Work task: Restate word for word the lines that begin the listing and end with the line holding "position:absolute; left:16px; top:16px;".

Provided entries:
━━━━━━━━━━━━━━━━━━━━━━━━━━━━━━
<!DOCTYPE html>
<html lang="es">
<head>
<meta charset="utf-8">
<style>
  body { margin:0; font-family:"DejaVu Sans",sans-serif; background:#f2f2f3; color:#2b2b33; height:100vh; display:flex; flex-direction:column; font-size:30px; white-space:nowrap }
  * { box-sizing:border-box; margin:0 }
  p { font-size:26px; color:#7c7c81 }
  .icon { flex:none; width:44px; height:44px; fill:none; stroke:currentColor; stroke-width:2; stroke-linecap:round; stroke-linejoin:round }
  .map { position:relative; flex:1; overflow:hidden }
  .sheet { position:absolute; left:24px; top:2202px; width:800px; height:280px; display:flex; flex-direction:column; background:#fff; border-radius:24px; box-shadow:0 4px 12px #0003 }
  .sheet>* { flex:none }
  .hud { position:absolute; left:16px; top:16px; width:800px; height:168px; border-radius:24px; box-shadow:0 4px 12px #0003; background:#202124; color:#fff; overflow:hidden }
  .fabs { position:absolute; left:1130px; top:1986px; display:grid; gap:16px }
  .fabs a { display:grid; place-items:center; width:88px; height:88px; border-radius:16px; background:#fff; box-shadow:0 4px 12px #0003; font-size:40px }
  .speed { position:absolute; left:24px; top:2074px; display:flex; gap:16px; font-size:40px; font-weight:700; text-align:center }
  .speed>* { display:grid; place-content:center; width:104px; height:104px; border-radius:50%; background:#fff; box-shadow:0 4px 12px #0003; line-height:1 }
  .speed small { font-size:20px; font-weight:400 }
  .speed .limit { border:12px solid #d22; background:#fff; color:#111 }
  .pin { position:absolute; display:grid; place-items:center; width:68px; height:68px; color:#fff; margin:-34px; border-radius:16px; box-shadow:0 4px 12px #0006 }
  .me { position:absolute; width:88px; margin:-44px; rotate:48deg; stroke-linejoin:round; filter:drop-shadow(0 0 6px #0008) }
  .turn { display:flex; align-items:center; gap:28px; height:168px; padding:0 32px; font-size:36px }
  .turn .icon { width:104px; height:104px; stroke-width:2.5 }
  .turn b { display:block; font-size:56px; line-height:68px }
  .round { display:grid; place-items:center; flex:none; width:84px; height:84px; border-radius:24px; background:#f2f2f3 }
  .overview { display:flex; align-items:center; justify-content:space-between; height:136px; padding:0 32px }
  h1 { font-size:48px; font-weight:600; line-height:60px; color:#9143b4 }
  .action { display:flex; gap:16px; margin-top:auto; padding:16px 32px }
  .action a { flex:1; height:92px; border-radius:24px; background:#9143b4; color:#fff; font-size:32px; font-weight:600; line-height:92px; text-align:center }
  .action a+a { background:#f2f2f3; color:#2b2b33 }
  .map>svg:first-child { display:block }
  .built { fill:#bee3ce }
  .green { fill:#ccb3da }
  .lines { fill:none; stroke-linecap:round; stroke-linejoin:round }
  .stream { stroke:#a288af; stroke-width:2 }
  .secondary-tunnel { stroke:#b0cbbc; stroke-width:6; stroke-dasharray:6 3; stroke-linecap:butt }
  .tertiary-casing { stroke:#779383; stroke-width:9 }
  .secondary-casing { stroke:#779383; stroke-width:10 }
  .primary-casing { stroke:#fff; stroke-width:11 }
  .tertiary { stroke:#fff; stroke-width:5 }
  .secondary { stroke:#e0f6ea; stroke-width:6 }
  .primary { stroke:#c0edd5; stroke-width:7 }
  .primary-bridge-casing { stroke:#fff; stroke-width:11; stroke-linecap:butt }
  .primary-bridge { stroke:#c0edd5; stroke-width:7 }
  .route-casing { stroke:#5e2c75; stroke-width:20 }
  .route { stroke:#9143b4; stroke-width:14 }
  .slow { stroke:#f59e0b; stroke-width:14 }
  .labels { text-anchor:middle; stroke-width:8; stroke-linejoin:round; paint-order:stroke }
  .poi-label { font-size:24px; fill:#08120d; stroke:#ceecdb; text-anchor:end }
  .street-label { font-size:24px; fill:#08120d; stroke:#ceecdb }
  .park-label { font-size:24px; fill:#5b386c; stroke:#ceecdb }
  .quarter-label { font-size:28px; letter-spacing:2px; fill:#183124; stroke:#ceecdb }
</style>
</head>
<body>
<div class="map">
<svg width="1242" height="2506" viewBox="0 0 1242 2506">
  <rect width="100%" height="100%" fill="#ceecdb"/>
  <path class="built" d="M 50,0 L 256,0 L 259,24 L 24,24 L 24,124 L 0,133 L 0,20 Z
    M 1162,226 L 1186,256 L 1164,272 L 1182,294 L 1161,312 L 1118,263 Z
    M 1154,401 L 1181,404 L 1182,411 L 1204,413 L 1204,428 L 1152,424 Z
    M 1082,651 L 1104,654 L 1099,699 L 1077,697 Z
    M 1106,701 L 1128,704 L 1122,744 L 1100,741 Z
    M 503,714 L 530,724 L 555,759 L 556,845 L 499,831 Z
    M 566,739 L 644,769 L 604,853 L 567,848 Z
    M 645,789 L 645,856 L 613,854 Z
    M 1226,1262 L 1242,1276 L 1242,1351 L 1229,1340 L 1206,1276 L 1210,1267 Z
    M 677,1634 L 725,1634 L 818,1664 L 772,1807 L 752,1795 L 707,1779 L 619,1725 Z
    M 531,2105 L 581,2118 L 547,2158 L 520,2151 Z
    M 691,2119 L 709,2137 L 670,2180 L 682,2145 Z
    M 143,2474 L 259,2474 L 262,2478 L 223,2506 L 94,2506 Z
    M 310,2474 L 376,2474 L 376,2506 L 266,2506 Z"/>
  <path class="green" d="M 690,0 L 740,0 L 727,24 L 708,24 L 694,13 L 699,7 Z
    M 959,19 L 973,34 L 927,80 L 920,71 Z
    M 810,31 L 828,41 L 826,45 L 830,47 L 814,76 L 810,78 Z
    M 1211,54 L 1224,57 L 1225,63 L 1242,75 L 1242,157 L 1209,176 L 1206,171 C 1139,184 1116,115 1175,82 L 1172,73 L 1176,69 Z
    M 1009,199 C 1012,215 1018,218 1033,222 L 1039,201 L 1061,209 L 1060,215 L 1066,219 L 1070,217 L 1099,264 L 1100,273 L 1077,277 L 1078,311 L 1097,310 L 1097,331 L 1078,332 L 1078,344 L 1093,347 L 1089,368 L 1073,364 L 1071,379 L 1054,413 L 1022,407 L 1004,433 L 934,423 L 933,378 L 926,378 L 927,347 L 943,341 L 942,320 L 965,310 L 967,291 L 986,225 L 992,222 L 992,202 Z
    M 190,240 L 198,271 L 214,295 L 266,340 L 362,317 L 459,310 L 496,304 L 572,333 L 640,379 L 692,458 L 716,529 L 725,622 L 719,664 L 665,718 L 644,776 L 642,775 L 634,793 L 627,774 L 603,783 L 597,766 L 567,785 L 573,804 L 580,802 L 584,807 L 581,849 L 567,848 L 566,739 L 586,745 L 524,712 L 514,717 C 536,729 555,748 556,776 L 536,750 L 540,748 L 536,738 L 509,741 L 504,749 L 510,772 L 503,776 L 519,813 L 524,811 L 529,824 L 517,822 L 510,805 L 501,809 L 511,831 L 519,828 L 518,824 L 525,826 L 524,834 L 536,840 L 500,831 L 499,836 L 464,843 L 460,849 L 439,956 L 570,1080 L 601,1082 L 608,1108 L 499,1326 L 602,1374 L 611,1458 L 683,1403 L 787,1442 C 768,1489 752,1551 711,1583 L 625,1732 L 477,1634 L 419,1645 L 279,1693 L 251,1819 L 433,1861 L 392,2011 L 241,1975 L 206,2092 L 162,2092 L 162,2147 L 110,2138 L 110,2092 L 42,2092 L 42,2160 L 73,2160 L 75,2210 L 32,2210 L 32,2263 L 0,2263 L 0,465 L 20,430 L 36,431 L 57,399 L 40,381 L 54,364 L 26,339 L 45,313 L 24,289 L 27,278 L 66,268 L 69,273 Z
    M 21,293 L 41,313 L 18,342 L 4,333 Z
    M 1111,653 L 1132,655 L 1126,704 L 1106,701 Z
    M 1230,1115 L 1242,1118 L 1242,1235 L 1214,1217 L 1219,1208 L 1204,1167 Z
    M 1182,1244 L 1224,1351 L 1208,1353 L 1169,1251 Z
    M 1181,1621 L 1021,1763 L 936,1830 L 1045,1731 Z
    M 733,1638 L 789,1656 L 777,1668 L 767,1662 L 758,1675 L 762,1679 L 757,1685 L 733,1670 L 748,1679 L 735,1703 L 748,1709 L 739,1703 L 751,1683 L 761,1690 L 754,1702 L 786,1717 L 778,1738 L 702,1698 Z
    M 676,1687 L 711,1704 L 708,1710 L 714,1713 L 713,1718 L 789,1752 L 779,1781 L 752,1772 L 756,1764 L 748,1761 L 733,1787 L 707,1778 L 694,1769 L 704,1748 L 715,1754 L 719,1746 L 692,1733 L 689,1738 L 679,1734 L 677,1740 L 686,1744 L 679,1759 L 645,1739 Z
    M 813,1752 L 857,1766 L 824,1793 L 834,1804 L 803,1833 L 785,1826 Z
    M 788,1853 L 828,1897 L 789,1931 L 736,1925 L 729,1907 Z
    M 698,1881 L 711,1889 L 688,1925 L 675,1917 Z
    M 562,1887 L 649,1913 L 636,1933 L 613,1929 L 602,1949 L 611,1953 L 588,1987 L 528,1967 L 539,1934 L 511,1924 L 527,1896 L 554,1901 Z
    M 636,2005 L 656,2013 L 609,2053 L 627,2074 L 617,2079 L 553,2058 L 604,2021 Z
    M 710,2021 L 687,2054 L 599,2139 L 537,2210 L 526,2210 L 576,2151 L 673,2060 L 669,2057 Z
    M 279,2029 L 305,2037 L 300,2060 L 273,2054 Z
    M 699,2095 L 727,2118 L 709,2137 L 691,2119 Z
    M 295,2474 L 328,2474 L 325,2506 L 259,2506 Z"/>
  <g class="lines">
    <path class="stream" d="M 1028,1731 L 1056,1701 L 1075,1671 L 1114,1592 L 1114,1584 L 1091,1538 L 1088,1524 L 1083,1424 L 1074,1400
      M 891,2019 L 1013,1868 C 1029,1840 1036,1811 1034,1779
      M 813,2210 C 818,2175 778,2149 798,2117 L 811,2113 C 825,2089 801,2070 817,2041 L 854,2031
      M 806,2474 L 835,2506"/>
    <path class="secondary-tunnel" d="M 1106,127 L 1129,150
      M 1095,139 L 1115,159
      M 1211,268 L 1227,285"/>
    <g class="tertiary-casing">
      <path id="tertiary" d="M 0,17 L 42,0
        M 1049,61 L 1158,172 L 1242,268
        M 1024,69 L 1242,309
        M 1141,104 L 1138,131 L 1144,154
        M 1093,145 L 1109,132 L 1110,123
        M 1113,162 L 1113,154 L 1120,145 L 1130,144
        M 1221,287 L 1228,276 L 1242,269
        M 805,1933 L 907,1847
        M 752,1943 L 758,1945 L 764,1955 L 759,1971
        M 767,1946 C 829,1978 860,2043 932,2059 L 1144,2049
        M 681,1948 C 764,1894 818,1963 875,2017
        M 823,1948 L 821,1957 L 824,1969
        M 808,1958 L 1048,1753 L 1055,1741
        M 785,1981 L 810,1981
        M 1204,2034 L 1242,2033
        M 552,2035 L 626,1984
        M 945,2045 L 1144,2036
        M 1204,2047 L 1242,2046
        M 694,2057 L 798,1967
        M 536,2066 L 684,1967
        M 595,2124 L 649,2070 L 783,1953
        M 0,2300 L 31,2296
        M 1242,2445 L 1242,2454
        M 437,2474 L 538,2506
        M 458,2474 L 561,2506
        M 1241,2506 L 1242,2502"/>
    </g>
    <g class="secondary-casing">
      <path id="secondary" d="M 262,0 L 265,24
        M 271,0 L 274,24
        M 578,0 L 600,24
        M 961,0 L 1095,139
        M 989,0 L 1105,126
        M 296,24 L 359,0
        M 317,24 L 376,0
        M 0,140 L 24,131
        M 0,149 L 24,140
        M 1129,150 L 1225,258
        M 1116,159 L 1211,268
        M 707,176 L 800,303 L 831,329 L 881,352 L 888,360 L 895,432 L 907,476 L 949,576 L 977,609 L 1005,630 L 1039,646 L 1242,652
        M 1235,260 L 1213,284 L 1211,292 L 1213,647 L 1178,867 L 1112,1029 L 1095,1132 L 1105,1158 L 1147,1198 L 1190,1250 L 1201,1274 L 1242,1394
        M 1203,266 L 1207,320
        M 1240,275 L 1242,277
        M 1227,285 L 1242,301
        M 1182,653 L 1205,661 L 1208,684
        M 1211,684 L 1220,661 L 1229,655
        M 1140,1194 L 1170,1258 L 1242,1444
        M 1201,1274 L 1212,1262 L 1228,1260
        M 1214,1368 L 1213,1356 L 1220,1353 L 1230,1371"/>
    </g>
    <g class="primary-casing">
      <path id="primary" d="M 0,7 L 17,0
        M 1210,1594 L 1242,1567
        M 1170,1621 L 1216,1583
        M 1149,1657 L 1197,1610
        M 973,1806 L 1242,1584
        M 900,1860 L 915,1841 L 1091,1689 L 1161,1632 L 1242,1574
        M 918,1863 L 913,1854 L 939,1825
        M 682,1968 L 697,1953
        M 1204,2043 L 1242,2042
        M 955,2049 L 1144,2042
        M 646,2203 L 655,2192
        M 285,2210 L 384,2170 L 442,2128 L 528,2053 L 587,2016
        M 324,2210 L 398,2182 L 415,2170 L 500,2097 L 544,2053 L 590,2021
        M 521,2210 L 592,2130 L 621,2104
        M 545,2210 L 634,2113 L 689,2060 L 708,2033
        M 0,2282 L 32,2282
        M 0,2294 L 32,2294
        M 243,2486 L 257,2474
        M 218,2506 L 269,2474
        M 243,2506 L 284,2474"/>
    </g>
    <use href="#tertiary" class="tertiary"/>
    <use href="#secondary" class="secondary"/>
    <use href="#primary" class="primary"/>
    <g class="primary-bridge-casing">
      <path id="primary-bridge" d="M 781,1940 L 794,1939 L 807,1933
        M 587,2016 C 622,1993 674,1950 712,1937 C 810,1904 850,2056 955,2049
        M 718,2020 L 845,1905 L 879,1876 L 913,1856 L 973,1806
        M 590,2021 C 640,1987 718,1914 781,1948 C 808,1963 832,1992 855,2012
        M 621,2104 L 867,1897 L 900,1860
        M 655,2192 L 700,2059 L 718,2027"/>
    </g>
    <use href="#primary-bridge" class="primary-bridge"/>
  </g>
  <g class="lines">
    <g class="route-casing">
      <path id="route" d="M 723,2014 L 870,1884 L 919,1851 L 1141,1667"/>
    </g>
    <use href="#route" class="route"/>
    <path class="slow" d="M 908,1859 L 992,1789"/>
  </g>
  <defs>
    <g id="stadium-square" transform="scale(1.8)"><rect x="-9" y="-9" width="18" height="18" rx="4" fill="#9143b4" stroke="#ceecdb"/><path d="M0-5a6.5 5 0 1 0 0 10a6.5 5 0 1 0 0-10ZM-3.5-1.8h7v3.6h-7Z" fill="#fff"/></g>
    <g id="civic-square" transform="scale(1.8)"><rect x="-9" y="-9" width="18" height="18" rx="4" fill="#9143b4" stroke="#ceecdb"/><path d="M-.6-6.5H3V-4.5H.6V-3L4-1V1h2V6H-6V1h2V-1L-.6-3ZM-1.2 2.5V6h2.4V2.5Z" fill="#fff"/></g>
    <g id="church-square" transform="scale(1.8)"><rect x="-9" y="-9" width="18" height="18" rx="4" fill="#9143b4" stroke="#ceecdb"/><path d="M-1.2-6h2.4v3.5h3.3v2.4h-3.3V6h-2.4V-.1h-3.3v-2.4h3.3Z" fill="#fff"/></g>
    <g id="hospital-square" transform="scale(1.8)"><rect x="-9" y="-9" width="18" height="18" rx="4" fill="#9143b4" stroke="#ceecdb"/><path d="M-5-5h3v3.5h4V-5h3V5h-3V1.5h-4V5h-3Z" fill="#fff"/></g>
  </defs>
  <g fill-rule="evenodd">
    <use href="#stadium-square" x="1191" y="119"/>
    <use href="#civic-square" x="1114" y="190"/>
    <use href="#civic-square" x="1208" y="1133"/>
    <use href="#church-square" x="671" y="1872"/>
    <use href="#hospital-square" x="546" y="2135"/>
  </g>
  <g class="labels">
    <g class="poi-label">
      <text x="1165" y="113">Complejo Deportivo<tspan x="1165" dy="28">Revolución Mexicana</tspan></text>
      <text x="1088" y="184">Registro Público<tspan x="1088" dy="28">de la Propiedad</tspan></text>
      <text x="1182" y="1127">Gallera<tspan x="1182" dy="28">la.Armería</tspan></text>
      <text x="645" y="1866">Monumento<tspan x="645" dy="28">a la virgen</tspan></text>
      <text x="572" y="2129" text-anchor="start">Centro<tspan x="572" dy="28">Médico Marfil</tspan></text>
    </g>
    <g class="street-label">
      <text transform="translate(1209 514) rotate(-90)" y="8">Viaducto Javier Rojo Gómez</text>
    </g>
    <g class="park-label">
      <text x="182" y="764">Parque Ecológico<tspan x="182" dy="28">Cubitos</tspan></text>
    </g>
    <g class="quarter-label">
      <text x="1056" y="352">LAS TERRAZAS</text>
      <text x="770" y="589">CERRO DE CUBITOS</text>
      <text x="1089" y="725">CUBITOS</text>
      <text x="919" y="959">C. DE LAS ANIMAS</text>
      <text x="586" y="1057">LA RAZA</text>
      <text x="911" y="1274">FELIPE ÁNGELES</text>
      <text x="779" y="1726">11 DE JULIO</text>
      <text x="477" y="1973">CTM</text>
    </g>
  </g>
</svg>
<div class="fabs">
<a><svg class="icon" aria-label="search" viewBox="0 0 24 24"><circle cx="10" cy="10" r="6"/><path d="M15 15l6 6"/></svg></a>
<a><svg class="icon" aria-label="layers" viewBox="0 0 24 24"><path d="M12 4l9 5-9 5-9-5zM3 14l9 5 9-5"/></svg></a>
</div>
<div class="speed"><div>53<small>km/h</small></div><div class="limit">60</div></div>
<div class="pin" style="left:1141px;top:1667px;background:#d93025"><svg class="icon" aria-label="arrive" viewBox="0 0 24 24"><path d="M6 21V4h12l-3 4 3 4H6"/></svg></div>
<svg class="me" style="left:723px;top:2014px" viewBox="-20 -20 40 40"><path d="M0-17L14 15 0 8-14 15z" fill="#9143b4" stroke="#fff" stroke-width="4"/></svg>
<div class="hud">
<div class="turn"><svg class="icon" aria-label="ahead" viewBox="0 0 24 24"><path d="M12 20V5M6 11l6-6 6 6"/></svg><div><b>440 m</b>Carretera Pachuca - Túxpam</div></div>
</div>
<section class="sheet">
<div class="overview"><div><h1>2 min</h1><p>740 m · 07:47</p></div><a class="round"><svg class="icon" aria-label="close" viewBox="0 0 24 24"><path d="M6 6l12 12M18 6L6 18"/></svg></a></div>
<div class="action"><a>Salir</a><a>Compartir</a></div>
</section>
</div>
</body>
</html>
━━━━━━━━━━━━━━━━━━━━━━━━━━━━━━
Solved problem:
<!DOCTYPE html>
<html lang="es">
<head>
<meta charset="utf-8">
<style>
  body { margin:0; font-family:"DejaVu Sans",sans-serif; background:#f2f2f3; color:#2b2b33; height:100vh; display:flex; flex-direction:column; font-size:30px; white-space:nowrap }
  * { box-sizing:border-box; margin:0 }
  p { font-size:26px; color:#7c7c81 }
  .icon { flex:none; width:44px; height:44px; fill:none; stroke:currentColor; stroke-width:2; stroke-linecap:round; stroke-linejoin:round }
  .map { position:relative; flex:1; overflow:hidden }
  .sheet { position:absolute; left:24px; top:2202px; width:800px; height:280px; display:flex; flex-direction:column; background:#fff; border-radius:24px; box-shadow:0 4px 12px #0003 }
  .sheet>* { flex:none }
  .hud { position:absolute; left:16px; top:16px; width:800px; height:168px; border-radius:24px; box-shadow:0 4px 12px #0003; background:#202124; color:#fff; overflow:hidden }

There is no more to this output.